┌──
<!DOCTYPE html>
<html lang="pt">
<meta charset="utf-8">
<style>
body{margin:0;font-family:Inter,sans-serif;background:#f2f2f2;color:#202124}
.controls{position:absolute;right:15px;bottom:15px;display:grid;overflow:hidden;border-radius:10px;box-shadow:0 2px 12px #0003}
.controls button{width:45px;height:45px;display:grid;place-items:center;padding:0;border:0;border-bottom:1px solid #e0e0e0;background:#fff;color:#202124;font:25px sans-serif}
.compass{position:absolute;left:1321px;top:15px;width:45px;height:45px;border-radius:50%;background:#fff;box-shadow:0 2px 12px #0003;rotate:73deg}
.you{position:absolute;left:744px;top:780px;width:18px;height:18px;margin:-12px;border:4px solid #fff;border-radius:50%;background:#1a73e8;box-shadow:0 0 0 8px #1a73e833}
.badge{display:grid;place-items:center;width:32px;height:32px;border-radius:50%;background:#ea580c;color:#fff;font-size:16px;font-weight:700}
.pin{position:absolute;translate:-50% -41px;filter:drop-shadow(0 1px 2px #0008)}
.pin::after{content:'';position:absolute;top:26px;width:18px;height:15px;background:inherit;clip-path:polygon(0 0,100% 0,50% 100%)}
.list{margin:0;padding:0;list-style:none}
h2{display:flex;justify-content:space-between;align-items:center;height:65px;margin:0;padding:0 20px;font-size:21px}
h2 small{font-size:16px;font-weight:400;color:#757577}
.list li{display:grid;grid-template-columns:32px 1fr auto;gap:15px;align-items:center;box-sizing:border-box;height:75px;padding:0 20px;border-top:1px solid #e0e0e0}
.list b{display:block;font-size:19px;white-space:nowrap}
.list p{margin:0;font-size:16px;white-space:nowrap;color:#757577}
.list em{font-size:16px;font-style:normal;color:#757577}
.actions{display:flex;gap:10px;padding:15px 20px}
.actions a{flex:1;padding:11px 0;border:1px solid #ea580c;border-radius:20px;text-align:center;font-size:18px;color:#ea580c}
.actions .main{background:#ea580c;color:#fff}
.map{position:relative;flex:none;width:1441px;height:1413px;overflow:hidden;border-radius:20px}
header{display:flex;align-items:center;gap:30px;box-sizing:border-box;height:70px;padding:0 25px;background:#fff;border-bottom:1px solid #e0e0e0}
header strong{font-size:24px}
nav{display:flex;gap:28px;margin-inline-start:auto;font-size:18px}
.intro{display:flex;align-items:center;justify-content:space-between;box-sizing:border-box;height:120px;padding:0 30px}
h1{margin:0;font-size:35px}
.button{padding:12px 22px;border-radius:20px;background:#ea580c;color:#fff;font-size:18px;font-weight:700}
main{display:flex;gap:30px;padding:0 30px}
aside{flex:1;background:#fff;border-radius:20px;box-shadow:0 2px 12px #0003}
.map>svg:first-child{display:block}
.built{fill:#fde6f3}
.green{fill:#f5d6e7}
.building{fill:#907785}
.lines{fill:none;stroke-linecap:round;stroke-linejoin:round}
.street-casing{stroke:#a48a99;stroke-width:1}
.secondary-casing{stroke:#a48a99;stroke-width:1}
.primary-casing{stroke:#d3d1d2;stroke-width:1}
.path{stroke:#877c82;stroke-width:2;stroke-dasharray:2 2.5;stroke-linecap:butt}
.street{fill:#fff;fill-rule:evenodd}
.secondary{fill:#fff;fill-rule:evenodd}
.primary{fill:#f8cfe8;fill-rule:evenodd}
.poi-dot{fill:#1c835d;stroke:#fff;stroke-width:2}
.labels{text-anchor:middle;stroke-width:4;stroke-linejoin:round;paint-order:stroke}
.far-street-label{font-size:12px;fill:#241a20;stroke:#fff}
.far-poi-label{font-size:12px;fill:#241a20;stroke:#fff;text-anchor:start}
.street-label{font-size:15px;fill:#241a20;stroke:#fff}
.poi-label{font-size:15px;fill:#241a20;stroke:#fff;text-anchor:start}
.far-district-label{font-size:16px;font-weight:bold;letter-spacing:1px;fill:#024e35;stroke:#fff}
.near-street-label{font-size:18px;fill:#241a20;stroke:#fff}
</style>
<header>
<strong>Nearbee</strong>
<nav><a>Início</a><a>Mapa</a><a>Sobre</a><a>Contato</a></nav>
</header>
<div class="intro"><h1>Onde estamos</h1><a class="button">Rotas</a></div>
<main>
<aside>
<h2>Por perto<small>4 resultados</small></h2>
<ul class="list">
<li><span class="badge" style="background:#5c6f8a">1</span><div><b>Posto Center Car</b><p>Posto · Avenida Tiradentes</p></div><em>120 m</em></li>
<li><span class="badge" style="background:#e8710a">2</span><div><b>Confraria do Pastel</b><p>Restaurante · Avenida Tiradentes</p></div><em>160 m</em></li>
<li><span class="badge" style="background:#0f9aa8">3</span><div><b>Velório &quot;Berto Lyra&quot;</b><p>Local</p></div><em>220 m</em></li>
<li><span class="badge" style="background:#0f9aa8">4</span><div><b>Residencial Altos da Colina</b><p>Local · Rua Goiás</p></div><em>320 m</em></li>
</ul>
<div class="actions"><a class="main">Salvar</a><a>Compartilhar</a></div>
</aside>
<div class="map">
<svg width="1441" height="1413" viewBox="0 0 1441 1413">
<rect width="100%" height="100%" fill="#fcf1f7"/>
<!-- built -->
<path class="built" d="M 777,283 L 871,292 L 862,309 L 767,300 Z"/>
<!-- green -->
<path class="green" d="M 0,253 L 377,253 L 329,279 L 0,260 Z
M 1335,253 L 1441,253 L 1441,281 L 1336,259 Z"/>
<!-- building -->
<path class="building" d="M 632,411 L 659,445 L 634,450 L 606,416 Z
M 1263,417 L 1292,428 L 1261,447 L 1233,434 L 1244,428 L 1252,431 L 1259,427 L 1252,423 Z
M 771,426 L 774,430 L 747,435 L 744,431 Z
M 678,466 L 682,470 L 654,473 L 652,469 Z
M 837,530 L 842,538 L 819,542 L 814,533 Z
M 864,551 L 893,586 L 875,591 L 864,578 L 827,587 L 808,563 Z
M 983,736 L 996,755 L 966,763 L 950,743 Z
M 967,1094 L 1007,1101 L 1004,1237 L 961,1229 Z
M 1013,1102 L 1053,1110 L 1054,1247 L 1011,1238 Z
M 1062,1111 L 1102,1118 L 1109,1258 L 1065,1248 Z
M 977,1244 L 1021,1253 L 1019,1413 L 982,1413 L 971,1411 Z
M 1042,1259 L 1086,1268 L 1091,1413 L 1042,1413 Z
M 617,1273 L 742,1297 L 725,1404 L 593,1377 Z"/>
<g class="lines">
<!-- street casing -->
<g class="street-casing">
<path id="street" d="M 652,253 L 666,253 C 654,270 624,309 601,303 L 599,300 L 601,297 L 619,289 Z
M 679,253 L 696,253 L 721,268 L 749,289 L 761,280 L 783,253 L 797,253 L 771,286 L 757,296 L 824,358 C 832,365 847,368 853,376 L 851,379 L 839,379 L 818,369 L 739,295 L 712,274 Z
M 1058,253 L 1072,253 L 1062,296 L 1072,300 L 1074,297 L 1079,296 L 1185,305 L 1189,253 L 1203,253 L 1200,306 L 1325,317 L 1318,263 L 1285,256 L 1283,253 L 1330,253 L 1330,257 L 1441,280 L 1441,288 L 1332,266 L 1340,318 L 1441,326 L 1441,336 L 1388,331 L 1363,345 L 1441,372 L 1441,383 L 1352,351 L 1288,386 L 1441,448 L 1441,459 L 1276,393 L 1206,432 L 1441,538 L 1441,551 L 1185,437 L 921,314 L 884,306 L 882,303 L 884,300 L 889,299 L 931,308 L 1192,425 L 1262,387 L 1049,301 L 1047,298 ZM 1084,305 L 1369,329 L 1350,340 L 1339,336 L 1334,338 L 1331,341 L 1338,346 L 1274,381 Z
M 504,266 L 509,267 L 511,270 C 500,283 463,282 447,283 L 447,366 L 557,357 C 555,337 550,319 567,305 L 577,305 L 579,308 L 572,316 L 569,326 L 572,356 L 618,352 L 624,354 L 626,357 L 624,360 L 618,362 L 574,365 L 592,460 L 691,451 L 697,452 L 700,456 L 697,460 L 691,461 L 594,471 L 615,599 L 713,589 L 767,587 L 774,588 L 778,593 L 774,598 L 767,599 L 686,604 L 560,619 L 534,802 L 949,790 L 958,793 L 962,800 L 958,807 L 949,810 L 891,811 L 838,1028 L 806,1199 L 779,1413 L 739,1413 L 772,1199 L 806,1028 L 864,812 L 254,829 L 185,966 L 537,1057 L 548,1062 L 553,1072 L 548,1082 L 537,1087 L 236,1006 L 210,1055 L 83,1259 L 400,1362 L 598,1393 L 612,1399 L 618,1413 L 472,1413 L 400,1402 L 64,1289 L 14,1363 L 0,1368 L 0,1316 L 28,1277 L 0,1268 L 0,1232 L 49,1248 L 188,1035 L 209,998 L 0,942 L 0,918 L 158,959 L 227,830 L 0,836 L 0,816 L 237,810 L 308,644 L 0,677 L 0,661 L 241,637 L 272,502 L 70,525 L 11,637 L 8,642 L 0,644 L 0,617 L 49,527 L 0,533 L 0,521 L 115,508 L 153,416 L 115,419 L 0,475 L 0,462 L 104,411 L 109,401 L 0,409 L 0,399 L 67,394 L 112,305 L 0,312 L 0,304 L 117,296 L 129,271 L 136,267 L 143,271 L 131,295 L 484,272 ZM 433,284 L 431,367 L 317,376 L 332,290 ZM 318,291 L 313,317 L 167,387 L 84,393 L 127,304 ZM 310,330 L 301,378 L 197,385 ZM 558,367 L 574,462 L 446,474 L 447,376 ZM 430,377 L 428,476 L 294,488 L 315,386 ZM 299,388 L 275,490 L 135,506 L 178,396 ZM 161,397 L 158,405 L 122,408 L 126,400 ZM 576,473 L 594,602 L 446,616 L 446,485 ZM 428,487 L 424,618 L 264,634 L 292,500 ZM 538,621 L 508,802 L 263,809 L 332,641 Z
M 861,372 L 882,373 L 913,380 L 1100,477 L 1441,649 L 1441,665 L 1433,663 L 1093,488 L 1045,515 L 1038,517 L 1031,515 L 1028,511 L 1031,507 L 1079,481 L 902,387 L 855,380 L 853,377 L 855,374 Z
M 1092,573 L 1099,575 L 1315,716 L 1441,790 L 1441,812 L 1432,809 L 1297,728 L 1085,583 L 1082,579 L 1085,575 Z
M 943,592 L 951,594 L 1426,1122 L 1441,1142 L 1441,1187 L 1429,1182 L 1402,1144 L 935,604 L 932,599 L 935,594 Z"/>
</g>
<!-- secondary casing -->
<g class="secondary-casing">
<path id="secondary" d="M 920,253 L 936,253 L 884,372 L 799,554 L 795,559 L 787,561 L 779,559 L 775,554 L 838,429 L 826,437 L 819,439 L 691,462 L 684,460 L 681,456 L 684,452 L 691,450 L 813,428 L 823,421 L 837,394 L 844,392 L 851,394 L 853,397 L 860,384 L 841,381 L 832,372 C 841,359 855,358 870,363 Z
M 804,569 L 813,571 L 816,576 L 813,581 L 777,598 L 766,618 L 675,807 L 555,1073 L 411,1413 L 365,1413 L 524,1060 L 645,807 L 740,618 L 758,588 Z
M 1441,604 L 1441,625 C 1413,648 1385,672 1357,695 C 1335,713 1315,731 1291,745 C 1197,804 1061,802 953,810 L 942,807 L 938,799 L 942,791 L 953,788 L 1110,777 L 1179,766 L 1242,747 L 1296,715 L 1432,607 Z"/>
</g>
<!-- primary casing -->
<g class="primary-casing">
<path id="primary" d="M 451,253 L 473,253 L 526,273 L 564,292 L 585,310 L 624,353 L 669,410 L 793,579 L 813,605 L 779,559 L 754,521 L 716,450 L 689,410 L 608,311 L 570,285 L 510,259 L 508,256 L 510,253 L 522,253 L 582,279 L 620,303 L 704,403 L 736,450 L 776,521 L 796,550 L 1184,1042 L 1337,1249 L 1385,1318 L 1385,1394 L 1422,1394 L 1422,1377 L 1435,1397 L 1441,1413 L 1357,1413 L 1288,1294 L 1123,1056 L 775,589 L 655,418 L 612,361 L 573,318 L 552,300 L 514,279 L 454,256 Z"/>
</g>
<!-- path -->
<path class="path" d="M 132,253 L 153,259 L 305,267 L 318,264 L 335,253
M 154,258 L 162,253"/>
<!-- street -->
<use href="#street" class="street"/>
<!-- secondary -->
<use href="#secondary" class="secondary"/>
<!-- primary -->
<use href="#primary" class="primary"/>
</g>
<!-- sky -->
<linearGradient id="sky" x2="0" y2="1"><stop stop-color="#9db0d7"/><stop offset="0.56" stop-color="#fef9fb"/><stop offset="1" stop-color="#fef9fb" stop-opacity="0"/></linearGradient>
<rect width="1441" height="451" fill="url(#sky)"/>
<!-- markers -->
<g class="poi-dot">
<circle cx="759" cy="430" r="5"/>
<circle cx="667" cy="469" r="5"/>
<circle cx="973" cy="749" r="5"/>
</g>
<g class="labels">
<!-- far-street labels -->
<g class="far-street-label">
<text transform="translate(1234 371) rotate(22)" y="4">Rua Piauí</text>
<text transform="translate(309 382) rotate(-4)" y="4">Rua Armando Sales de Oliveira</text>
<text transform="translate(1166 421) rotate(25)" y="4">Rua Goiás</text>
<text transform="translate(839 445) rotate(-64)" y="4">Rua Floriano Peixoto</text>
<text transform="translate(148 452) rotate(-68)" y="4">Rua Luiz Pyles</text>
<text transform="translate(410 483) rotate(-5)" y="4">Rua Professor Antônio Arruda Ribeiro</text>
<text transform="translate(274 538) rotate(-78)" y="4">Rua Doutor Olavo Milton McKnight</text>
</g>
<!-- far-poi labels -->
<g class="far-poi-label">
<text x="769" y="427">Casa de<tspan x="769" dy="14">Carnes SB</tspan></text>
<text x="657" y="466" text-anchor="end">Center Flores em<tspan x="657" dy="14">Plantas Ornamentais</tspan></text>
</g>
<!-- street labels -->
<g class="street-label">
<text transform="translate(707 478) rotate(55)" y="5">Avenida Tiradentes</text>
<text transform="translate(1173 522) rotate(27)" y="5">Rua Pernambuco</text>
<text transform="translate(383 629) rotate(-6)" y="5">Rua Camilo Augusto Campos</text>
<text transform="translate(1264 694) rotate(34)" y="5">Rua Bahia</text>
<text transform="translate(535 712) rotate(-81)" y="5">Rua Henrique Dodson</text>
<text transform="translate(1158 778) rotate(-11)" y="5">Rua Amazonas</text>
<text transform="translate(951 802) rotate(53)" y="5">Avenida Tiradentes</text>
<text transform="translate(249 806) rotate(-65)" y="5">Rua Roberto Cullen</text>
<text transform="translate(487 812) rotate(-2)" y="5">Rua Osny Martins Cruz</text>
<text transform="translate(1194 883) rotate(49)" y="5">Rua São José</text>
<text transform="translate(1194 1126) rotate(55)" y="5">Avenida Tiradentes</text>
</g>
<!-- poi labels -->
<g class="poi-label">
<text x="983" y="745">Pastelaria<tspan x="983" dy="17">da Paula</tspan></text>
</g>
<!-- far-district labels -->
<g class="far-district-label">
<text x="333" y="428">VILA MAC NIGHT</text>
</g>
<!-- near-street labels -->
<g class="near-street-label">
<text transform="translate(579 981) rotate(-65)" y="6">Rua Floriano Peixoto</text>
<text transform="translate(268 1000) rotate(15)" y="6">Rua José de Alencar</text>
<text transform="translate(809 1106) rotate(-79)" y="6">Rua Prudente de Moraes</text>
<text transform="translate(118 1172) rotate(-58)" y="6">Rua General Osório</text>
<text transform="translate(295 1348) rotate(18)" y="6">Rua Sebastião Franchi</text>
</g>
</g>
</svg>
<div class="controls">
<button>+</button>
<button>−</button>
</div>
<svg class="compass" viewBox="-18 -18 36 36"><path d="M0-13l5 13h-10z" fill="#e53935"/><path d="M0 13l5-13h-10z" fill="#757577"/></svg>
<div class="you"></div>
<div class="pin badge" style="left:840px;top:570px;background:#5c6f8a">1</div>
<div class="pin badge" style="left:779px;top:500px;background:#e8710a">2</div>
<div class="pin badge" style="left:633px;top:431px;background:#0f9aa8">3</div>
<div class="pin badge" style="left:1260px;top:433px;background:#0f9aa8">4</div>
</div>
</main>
└──
● What to do: For an answer, give a copy of every line in the listing that holds the word "controls".

● Written solution:
.controls{position:absolute;right:15px;bottom:15px;display:grid;overflow:hidden;border-radius:10px;box-shadow:0 2px 12px #0003}
.controls button{width:45px;height:45px;display:grid;place-items:center;padding:0;border:0;border-bottom:1px solid #e0e0e0;background:#fff;color:#202124;font:25px sans-serif}
<div class="controls">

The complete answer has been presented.